**WORK ITEM**
Transcribe the lines below exactly. No image belongs in the transcription.

Stored data entries:

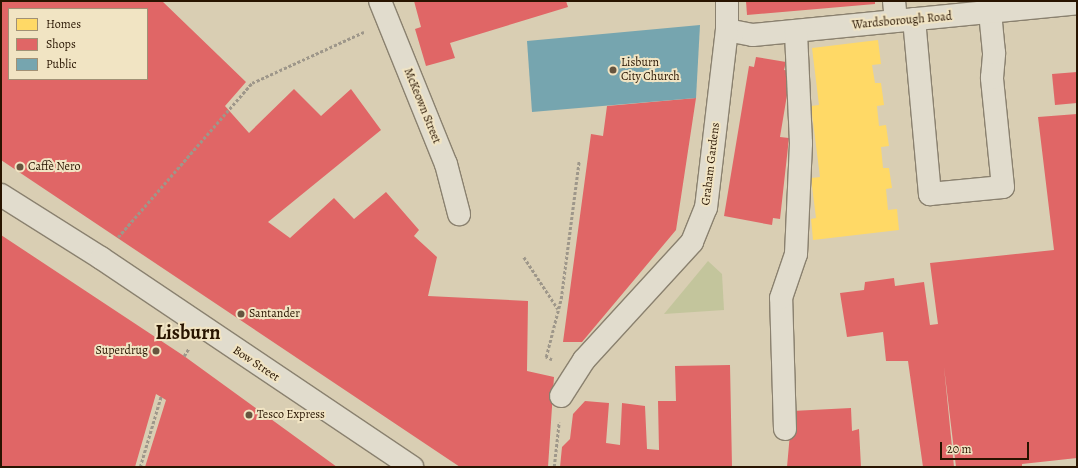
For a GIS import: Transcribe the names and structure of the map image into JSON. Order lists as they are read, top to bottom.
{
  "streets": {
    "street": [
      "Wardsborough Road",
      "McKeown Street",
      "Graham Gardens",
      "Bow Street"
    ]
  },
  "crossings": [
    ["Wardsborough Road", "Graham Gardens"]
  ],
  "districts": ["Lisburn"],
  "places": [
    "Lisburn City Church",
    "Caffè Nero",
    "Santander",
    "Superdrug",
    "Tesco Express"
  ],
  "legend": ["Homes", "Shops", "Public"],
  "scale_bar": "20 m"
}
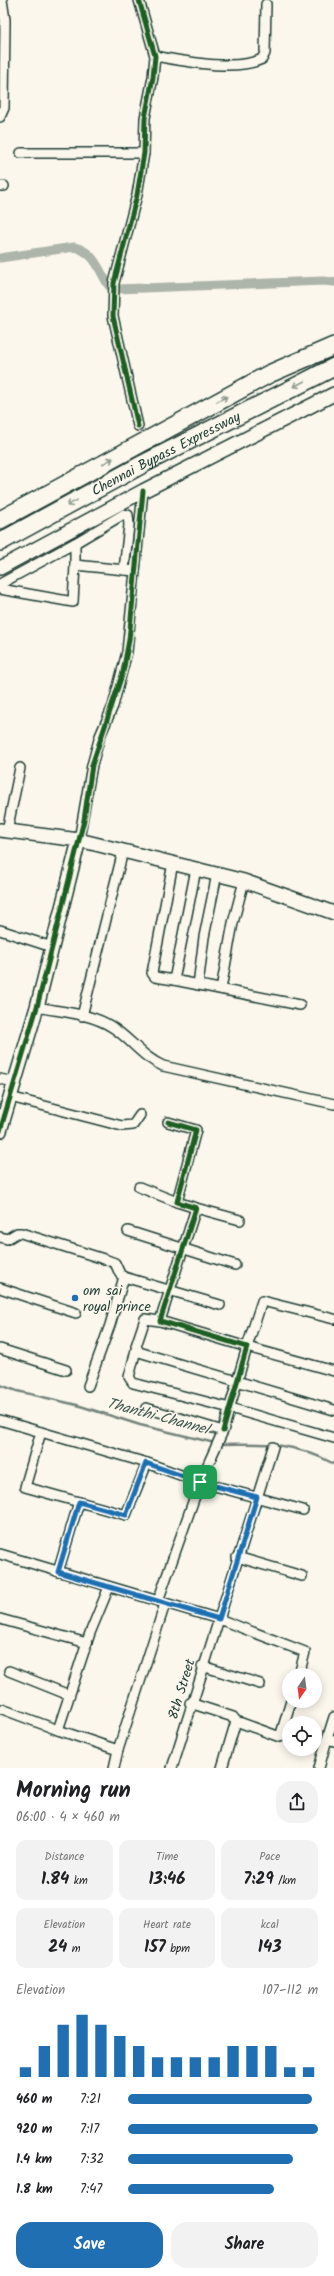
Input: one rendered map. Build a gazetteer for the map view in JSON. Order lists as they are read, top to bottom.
{
  "streets": {
    "highway": ["Chennai Bypass Expressway"],
    "street": ["8th Street"]
  },
  "water": ["Thanthi Channel"],
  "places": ["om sai royal prince"],
  "north": "bottom",
  "page": {
    "heading": ["Morning run", "06:00 · 4 × 460 m"],
    "stats": [
      ["Distance", "1.84 km"],
      ["Time", "13:46"],
      ["Pace", "7:29 /km"],
      ["Elevation", "24 m"],
      ["Heart rate", "157 bpm"],
      ["kcal", "143"]
    ],
    "chart": ["Elevation", "107–112 m"],
    "list": [
      {
        "name": "460 m",
        "note": "7:21"
      },
      {
        "name": "920 m",
        "note": "7:17"
      },
      {
        "name": "1.4 km",
        "note": "7:32"
      },
      {
        "name": "1.8 km",
        "note": "7:47"
      }
    ],
    "buttons": ["Save", "Share"]
  }
}
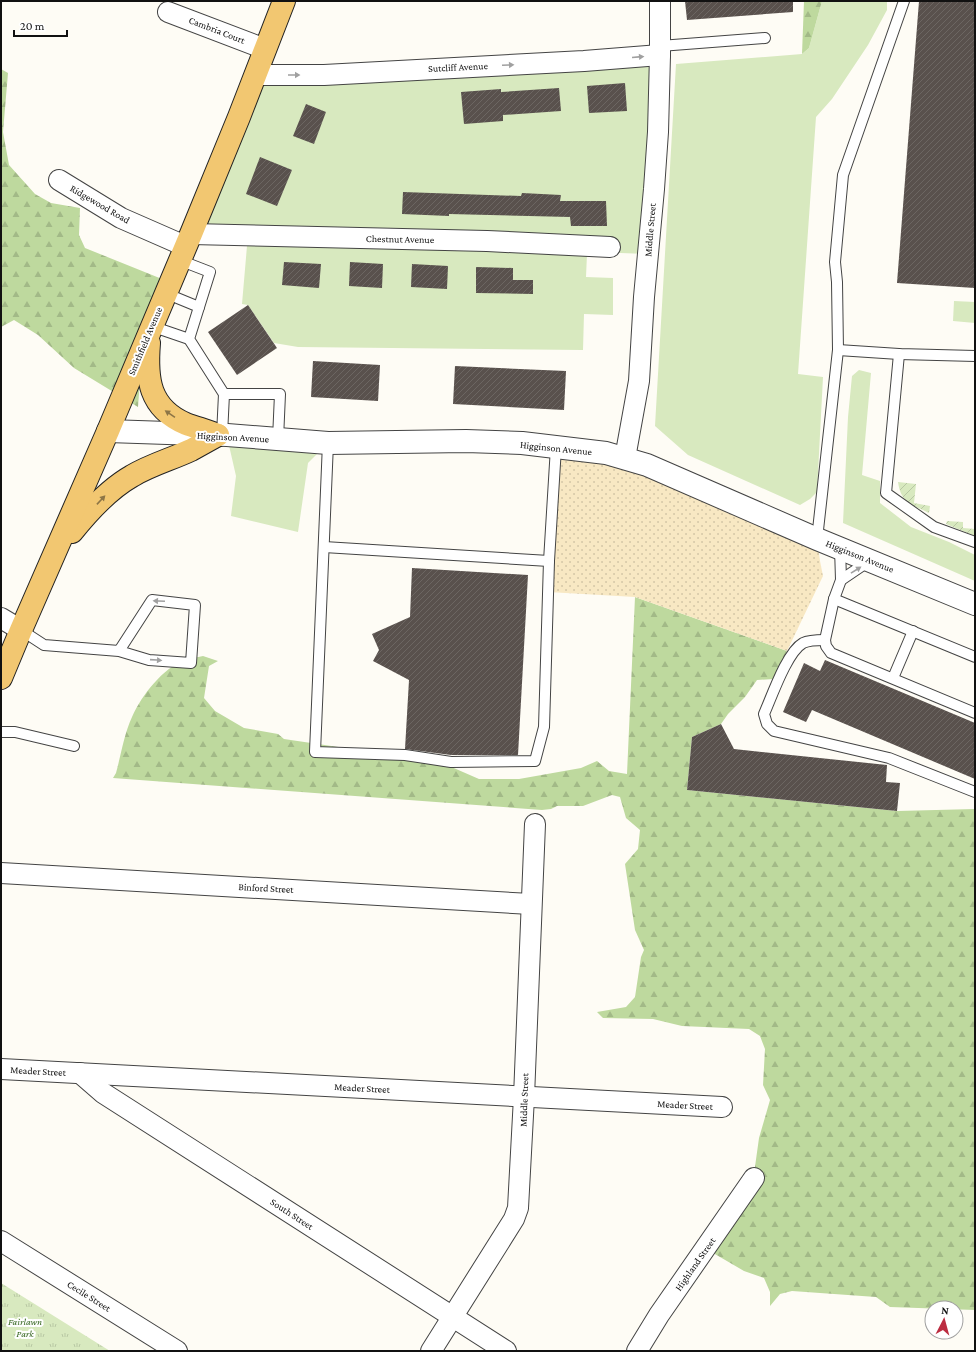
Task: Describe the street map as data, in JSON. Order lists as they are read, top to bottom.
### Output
{
  "streets": {
    "main road": ["Smithfield Avenue"],
    "street": [
      "Cambria Court",
      "Sutcliff Avenue",
      "Ridgewood Road",
      "Middle Street",
      "Chestnut Avenue",
      "Higginson Avenue",
      "Binford Street",
      "Meader Street",
      "South Street",
      "Highland Street",
      "Cecile Street"
    ]
  },
  "crossings": [
    ["Cambria Court", "Smithfield Avenue"],
    ["Sutcliff Avenue", "Middle Street"],
    ["Sutcliff Avenue", "Smithfield Avenue"],
    ["Ridgewood Road", "Chestnut Avenue"],
    ["Ridgewood Road", "Smithfield Avenue"],
    ["Middle Street", "Higginson Avenue"],
    ["Middle Street", "Binford Street"],
    ["Middle Street", "Meader Street"],
    ["Middle Street", "South Street"],
    ["Chestnut Avenue", "Smithfield Avenue"],
    ["Smithfield Avenue", "Higginson Avenue"],
    ["Meader Street", "South Street"]
  ],
  "one_way": ["Sutcliff Avenue"],
  "parks": ["Fairlawn Park"],
  "scale_bar": "20 m",
  "north": "top"
}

**RESPONSE FOR THIS EXERCISE**
For a GIS import: Transcribe the names and structure of the map image into JSON. Order lists as they are read, top to bottom.
{
  "streets": {
    "street": [
      "Wardsborough Road",
      "McKeown Street",
      "Graham Gardens",
      "Bow Street"
    ]
  },
  "crossings": [
    ["Wardsborough Road", "Graham Gardens"]
  ],
  "districts": ["Lisburn"],
  "places": [
    "Lisburn City Church",
    "Caffè Nero",
    "Santander",
    "Superdrug",
    "Tesco Express"
  ],
  "legend": ["Homes", "Shops", "Public"],
  "scale_bar": "20 m"
}
Input: one rendered map. Build a gazetteer for the map view in JSON. Order lists as they are read, top to bottom.
{
  "streets": {
    "highway": ["Chennai Bypass Expressway"],
    "street": ["8th Street"]
  },
  "water": ["Thanthi Channel"],
  "places": ["om sai royal prince"],
  "north": "bottom",
  "page": {
    "heading": ["Morning run", "06:00 · 4 × 460 m"],
    "stats": [
      ["Distance", "1.84 km"],
      ["Time", "13:46"],
      ["Pace", "7:29 /km"],
      ["Elevation", "24 m"],
      ["Heart rate", "157 bpm"],
      ["kcal", "143"]
    ],
    "chart": ["Elevation", "107–112 m"],
    "list": [
      {
        "name": "460 m",
        "note": "7:21"
      },
      {
        "name": "920 m",
        "note": "7:17"
      },
      {
        "name": "1.4 km",
        "note": "7:32"
      },
      {
        "name": "1.8 km",
        "note": "7:47"
      }
    ],
    "buttons": ["Save", "Share"]
  }
}
Task: Describe the street map as data, in JSON. Order lists as they are read, top to bottom.
### Output
{
  "streets": {
    "main road": ["Smithfield Avenue"],
    "street": [
      "Cambria Court",
      "Sutcliff Avenue",
      "Ridgewood Road",
      "Middle Street",
      "Chestnut Avenue",
      "Higginson Avenue",
      "Binford Street",
      "Meader Street",
      "South Street",
      "Highland Street",
      "Cecile Street"
    ]
  },
  "crossings": [
    ["Cambria Court", "Smithfield Avenue"],
    ["Sutcliff Avenue", "Middle Street"],
    ["Sutcliff Avenue", "Smithfield Avenue"],
    ["Ridgewood Road", "Chestnut Avenue"],
    ["Ridgewood Road", "Smithfield Avenue"],
    ["Middle Street", "Higginson Avenue"],
    ["Middle Street", "Binford Street"],
    ["Middle Street", "Meader Street"],
    ["Middle Street", "South Street"],
    ["Chestnut Avenue", "Smithfield Avenue"],
    ["Smithfield Avenue", "Higginson Avenue"],
    ["Meader Street", "South Street"]
  ],
  "one_way": ["Sutcliff Avenue"],
  "parks": ["Fairlawn Park"],
  "scale_bar": "20 m",
  "north": "top"
}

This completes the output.